▶ Work instructions:
Return each line of the records holding the string "meet".

▶ Entries supplied:

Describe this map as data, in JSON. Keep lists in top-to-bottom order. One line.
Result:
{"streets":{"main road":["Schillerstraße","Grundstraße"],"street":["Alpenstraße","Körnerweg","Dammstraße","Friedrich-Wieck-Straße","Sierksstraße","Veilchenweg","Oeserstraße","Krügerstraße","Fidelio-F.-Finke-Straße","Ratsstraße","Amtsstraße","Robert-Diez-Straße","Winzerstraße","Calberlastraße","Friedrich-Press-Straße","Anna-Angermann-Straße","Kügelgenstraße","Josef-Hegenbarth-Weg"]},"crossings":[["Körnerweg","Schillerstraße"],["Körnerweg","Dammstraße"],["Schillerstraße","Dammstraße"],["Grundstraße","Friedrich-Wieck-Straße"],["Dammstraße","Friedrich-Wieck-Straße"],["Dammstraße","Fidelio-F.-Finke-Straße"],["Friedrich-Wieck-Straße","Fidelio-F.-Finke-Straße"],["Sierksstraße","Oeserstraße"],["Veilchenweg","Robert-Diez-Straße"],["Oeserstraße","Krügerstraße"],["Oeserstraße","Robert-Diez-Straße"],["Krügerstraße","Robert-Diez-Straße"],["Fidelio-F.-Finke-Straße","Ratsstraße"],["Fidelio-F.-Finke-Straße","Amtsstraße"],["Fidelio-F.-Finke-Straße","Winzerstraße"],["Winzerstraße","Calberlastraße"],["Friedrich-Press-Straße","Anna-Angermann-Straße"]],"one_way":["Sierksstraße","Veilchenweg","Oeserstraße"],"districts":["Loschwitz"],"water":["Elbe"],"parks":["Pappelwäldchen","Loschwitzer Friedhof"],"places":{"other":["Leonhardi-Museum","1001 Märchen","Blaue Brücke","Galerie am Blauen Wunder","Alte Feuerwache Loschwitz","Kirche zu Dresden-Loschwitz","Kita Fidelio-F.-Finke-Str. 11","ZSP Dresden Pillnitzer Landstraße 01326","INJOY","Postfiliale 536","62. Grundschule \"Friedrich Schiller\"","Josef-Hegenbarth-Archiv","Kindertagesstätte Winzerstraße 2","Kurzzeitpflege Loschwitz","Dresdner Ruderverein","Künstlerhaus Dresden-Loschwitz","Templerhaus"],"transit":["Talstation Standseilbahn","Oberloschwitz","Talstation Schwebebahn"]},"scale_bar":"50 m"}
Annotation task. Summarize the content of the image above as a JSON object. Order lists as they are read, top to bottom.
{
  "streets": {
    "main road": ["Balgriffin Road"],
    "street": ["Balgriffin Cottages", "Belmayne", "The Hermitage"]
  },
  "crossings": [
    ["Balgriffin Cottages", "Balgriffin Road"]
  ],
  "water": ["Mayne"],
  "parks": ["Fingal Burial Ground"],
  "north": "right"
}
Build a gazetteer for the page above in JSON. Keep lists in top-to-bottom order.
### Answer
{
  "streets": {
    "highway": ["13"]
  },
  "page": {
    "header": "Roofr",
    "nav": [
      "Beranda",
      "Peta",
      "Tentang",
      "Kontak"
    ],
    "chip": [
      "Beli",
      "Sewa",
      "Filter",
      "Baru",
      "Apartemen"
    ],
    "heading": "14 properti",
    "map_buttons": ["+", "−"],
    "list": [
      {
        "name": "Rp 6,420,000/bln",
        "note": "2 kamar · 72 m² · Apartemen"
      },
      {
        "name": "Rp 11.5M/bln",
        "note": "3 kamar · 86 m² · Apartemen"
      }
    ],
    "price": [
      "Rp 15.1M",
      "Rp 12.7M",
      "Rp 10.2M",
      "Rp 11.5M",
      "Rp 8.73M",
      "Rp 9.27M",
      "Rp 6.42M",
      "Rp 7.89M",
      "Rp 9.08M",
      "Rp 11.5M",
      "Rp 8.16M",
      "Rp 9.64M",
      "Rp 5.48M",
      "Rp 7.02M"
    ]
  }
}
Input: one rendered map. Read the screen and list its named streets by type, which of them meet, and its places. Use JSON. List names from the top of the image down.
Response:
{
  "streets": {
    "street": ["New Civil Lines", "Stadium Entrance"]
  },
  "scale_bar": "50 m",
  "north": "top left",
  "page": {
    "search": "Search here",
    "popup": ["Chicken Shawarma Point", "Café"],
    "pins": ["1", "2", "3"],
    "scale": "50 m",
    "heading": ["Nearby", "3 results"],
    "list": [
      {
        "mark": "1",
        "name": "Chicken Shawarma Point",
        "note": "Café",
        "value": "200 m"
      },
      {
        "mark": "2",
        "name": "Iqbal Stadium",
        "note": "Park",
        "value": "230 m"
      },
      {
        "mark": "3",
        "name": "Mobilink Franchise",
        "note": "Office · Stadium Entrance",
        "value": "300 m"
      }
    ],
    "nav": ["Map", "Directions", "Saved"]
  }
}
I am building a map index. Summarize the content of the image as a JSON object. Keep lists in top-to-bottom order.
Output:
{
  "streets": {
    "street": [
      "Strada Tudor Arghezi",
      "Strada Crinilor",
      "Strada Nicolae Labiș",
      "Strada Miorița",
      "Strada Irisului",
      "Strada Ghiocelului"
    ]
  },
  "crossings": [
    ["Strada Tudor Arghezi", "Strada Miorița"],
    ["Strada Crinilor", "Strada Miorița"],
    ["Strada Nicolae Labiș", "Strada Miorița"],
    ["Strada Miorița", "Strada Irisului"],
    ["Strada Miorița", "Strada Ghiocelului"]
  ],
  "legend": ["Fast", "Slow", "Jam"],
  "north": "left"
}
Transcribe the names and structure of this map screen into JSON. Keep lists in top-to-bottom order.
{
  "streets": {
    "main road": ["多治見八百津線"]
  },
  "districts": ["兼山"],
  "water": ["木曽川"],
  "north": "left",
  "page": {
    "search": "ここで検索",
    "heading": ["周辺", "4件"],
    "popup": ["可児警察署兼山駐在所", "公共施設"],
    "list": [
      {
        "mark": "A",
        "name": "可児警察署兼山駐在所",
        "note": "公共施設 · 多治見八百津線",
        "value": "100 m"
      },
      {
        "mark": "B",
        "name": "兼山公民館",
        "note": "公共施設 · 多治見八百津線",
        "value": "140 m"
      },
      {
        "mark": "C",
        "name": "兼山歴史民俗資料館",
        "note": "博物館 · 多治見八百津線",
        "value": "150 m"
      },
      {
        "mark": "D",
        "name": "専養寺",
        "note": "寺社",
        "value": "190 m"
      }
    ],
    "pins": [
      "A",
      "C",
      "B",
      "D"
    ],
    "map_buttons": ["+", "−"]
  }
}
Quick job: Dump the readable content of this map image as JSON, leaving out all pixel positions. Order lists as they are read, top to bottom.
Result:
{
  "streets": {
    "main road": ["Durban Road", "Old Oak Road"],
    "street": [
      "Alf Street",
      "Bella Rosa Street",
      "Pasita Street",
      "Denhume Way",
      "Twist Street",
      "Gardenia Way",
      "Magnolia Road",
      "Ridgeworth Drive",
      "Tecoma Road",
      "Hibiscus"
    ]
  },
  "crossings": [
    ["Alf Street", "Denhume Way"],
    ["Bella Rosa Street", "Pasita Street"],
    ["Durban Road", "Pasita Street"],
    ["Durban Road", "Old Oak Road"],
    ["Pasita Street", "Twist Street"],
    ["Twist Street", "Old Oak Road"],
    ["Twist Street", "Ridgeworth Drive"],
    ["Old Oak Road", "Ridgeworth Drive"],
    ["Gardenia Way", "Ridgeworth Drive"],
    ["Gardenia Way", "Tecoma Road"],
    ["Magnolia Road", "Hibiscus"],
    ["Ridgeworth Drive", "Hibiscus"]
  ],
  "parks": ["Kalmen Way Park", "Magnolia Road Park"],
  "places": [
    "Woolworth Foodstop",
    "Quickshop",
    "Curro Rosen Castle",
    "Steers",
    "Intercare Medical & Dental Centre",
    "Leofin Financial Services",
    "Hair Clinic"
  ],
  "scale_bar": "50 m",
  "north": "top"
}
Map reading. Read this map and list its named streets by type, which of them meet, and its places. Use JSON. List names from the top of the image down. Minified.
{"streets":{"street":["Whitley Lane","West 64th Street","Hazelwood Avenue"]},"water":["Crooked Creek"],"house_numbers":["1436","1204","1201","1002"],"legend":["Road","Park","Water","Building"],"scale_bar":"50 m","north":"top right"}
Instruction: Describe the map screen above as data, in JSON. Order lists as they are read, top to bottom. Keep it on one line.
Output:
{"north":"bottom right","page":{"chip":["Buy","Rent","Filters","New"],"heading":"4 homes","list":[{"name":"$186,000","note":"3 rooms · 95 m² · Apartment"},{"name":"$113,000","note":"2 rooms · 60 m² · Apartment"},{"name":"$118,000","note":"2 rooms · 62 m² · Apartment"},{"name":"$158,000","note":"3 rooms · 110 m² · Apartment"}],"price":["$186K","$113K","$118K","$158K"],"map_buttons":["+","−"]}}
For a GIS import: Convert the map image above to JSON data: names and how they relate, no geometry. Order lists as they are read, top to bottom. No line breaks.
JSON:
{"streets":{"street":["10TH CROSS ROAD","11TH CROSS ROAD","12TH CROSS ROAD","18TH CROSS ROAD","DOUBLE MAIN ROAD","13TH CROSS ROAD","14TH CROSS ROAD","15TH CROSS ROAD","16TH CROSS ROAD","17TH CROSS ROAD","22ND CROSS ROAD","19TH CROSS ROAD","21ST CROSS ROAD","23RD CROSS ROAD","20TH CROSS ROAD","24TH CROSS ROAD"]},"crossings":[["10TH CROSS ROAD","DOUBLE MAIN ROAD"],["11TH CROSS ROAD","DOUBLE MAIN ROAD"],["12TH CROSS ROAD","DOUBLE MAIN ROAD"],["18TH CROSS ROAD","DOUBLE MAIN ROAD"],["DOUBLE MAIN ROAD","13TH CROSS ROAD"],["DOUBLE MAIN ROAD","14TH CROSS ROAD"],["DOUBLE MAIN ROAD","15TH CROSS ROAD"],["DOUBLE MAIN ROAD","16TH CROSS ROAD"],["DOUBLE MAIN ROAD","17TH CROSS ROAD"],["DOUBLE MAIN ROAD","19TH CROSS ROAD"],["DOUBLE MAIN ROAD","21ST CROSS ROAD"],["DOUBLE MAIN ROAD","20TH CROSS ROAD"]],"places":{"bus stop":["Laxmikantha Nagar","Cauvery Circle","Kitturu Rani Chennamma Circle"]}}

▶ Response:
Input: one rendered map. Read the screen and list its named streets by type, which of them meet, and its places. Use JSON. List names from the top of the image down.
Map reading. Read this map and list its named streets by type, which of them meet, and its places. Use JSON. List names from the top of the image down. Minified.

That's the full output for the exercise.